This bit is used to mask (disable) any interrupt request input (IRQ). This bit is set automatically by a hardware reset or after recognition of another interrupt. Execution of certain instructions such as SWI will also inhibit recognition of an IRQ input.
This bit is used to indicate how many registers were stacked. When set, all the registers were stacked during the last interrupt stacking operation. When clear, only the program counter and condition code registers were stacked during the last interrupt.
The state of the E bit in the stacked condition code register is used by the return from interrupt (RTI) instruction to determine the number of registers to be unstacked.
The MC6809 has four pins committed to developing the clock signals needed for internal and system operation. They are: the oscillator pins EXTAL and XTAL; the standard M6800 enable (E) clock; and a new, quadrature (Q) clock.
These pins are used to connect the processor's internal oscillator to an external, parallel-resonant crystal. These pins can also be used for input of an external TTL timing signal by grounding the XTAL pin and applying the input to the EXTAL pin. The crystal or the external timing source is four times the resulting bus frequency.
The E clock is similar to the phase 2 (ø2) MC6800 bus timing clock. The leading edge indicates to memory and peripherals that the data is stable and to begin write operations. Data movement occurs after the Q clock is high and is latched on the trailing edge of E. Data is valid from the processor (during a write operation) by the rising edge of E.
The Q clock leads the E clock by approximately one half of the E clock time. Address information from the processor is valid with the leading edge of the Q clock. The Q clock is a new signal in these processors and does not have an equivalent clock within the MC6800 bus timing.
The MC6809E has two pins provided for the TTL clock signal inputs required for internal operation. They are the standard M6800 enable (E) clock and the quadrature (Q) clock. The Q input must lead the E input.
Addresses will be valid from the processor (on address delay time after the falling edge of E) and data will be latched from the bus by the falling edge of E. The Q input is fully TTL compatible. The E input is used to drive the internal MOS circuitry directly and therefore requires input levels above the normal TTL levels.
This input is used to place the address and data lines and the R/W line in the high-impedance state and allows the address bus to be shared with other bus masters.
This output goes high during the last cycle of every instruction and its high-to-low transition indicates that the first byte of an opcode will be latched at the end of the present bus cycle.
This 16-bit, unidirectional, three-state bus is used by the processor to provide address information to the address bus. Address information is valid on the rising edge of the Q clock. All 16 outputs are in the high-impedance state when the bus available (BA) signal is high, and for one bus cycle thereafter.
When the processor does not require the address bus for a data transfer, it outputs address FFFF16, and read/write (R/W) high. This is a "dummy access" of the least-significant byte of the reset vector which replaces the valid memory address (VMA) functions of the MC6800. For the MC6809, the memory read signal internal circuitry inhibits stretching of the clocks during non-access cycles.
This 8-bit, bidirectional, three-state bus is the general purpose data path. All eight outputs are in the high-impedance state when the bus available (BA) output is high.
This output indicates the direction of data transfer on the data bus. A low indicates that the processor is writing onto the data bus; a high indicates that the processor is reading data from the data bus. The signal at the R/W output is valid at the leading edge of the Q clock. The R/W output is in the high-impedance state when the bus available (BA) output is high.
The processor uses these two output lines to indicate the present processor state. These pins are valid with the leading edge of the Q clock.

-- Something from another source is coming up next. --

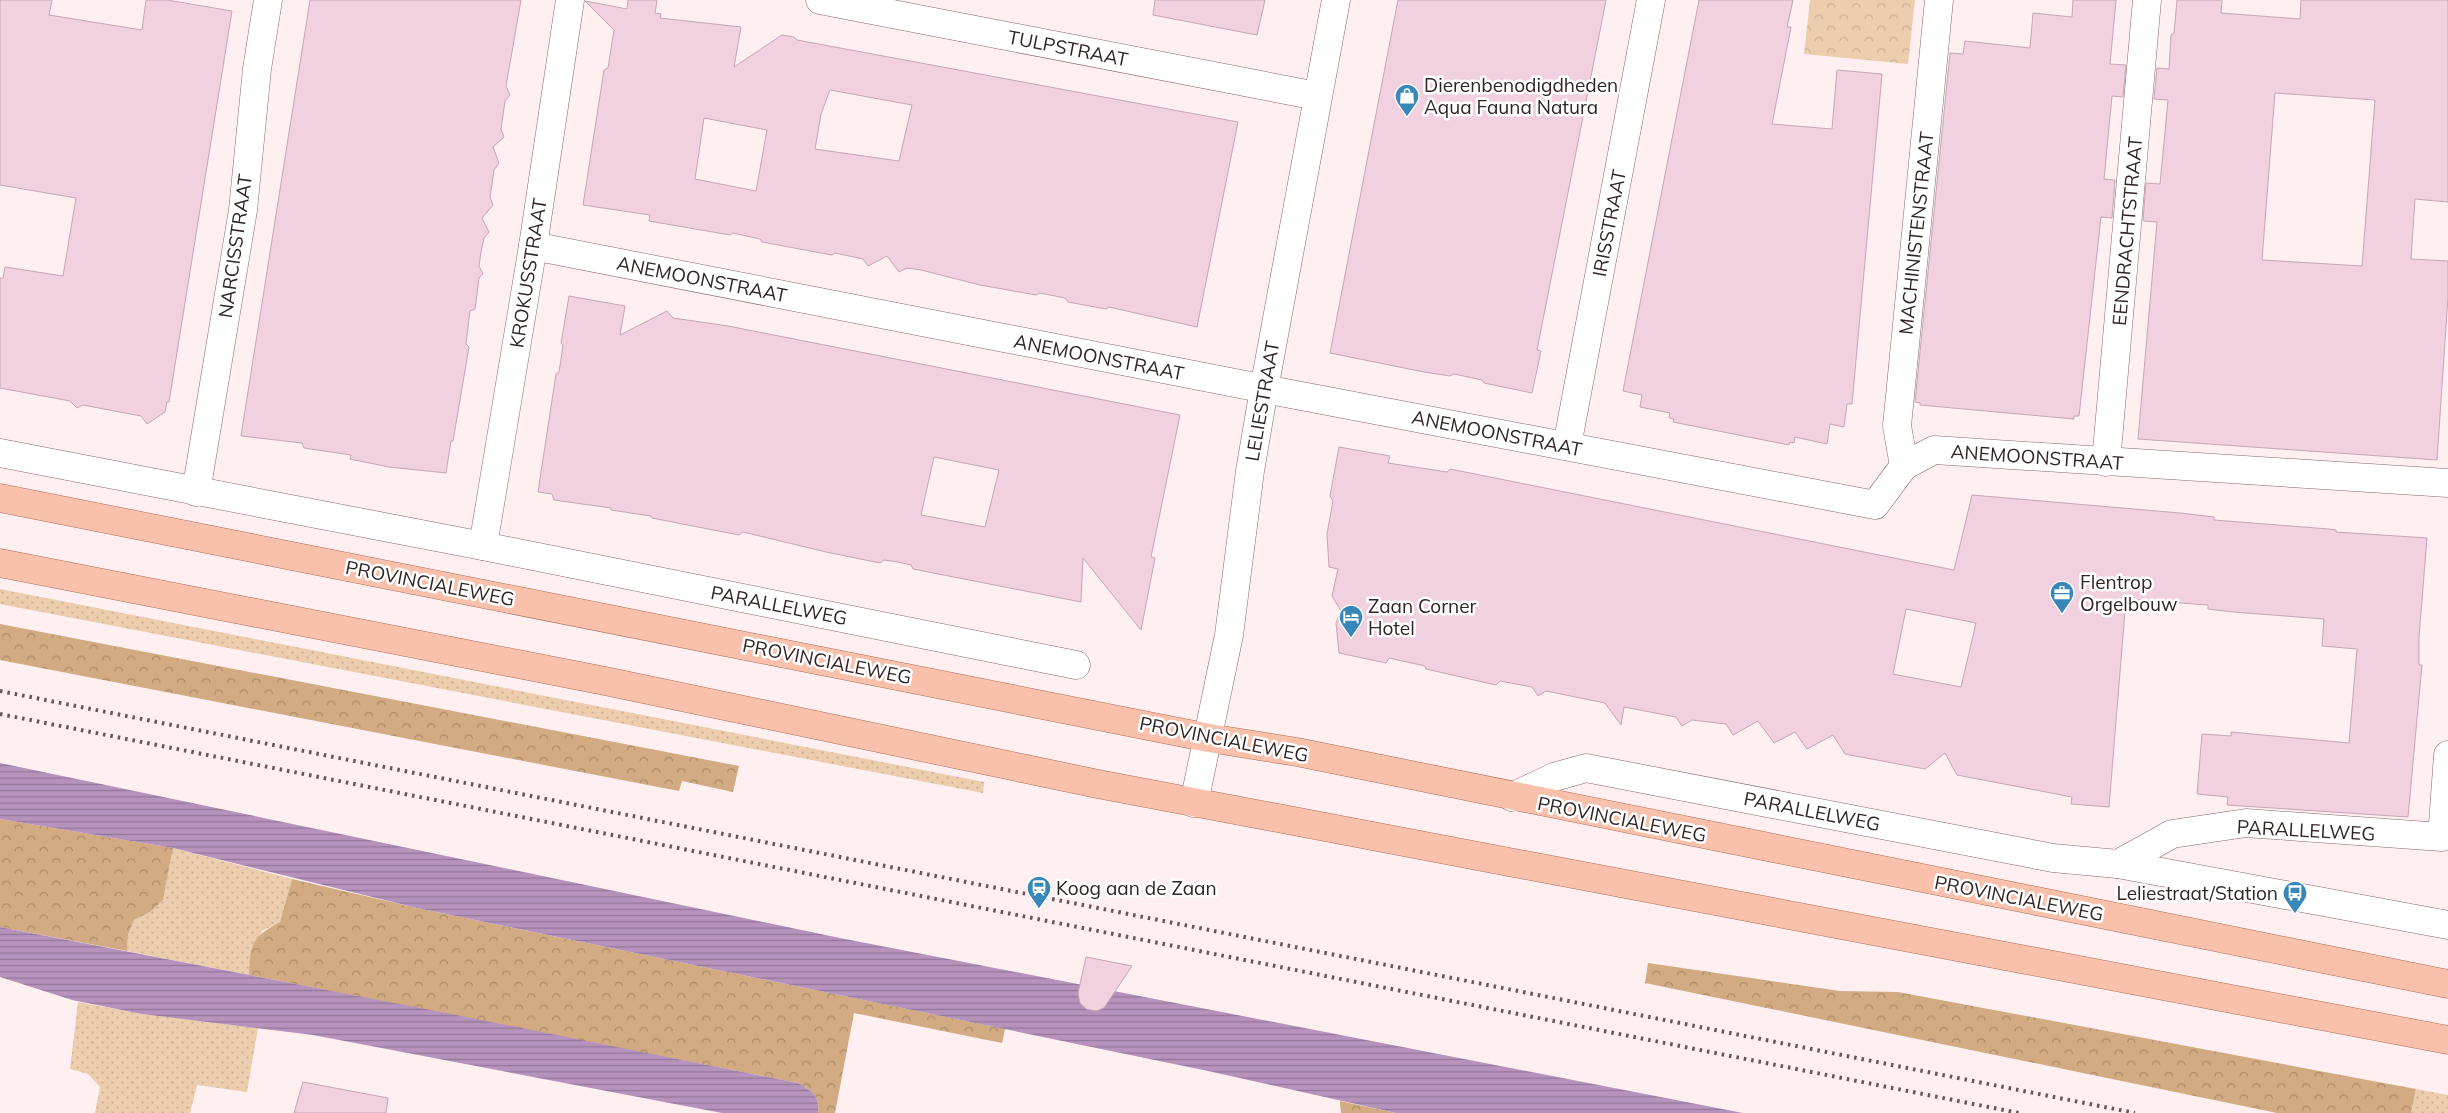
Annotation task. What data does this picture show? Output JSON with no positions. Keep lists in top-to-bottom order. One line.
{"streets":{"main road":["PROVINCIALEWEG"],"street":["TULPSTRAAT","IRISSTRAAT","EENDRACHTSTRAAT","MACHINISTENSTRAAT","NARCISSTRAAT","KROKUSSTRAAT","ANEMOONSTRAAT","LELIESTRAAT","PARALLELWEG"]},"crossings":[["TULPSTRAAT","LELIESTRAAT"],["IRISSTRAAT","ANEMOONSTRAAT"],["EENDRACHTSTRAAT","ANEMOONSTRAAT"],["MACHINISTENSTRAAT","ANEMOONSTRAAT"],["KROKUSSTRAAT","ANEMOONSTRAAT"],["KROKUSSTRAAT","PARALLELWEG"],["ANEMOONSTRAAT","LELIESTRAAT"],["LELIESTRAAT","PROVINCIALEWEG"],["PROVINCIALEWEG","PARALLELWEG"]],"places":{"shop":["Dierenbenodigdheden Aqua Fauna Natura"],"office":["Flentrop Orgelbouw"],"hotel":["Zaan Corner Hotel"],"station":["Koog aan de Zaan"],"bus stop":["Leliestraat/Station"]}}
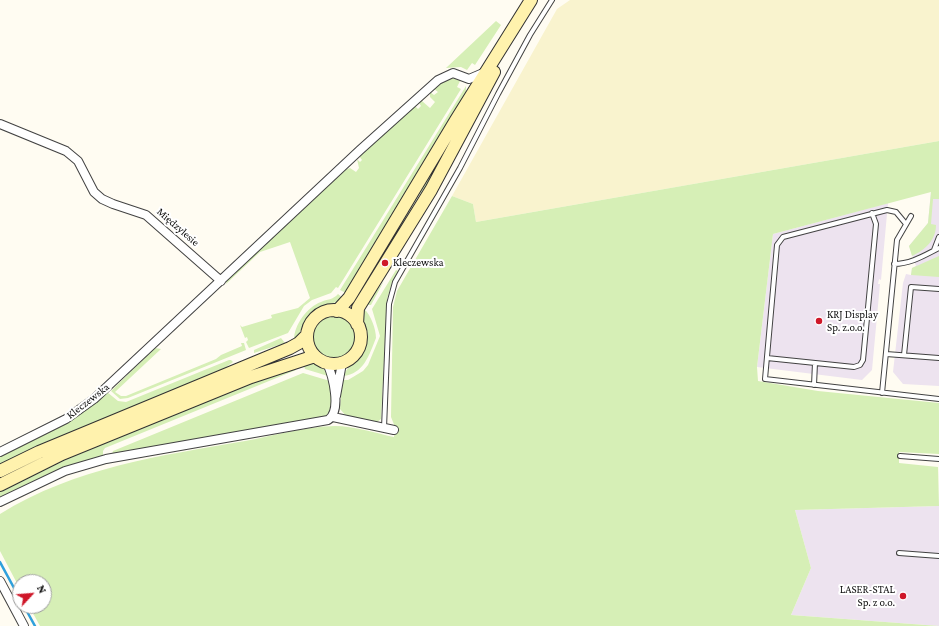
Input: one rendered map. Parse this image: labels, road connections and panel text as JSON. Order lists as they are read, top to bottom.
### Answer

The bus available (BA) output is used to indicate that the buses (address and data) and the read/write output are in the high-impedance state. This signal can be used to indicate to bus-sharing or direct memory access systems that the buses are available. When BA goes low, an additional dead cycle will elapse before the processor regains control of the buses.
The bus status (BS) output is used in conjunction with the BA output to indicate the present state of the processor. Table 1-1 is a listing of the BA and BS outputs and the processor states that they indicate. The following paragraphs briefly explain each processor state.
|0||1||Interrupt or Reset Acknowledge|
|1||1||Halt/Bus Grant Acknowledged|
The processor is running and executing instructions.
This processor state is indicated during both cycles of a hardware vector fetch which occurs when any of the following interrupts have occurred: RESET, NMI, FIRQ, IRQ, SWI, SWI2, and SWI3.
This output, plus decoding of address lines A3 through A1 provides the user with an indication of which interrupt is being serviced.
The processor is waiting for an external synchronization input on an interrupt line. See SYNC instruction in Appendix A.
The processor is halted or bus control has been granted to some other device.
This input is used to reset the processor. A low input lasting longer than one bus cycle will reset the processor.
The reset vector is fetched from locations $FFFE and $FFFF when the processor enters the reset acknowledge state as indicated by the BA output being low and the BS output being high.
During initial power-on, the reset input should be held low until the clock oscillator is fully operational.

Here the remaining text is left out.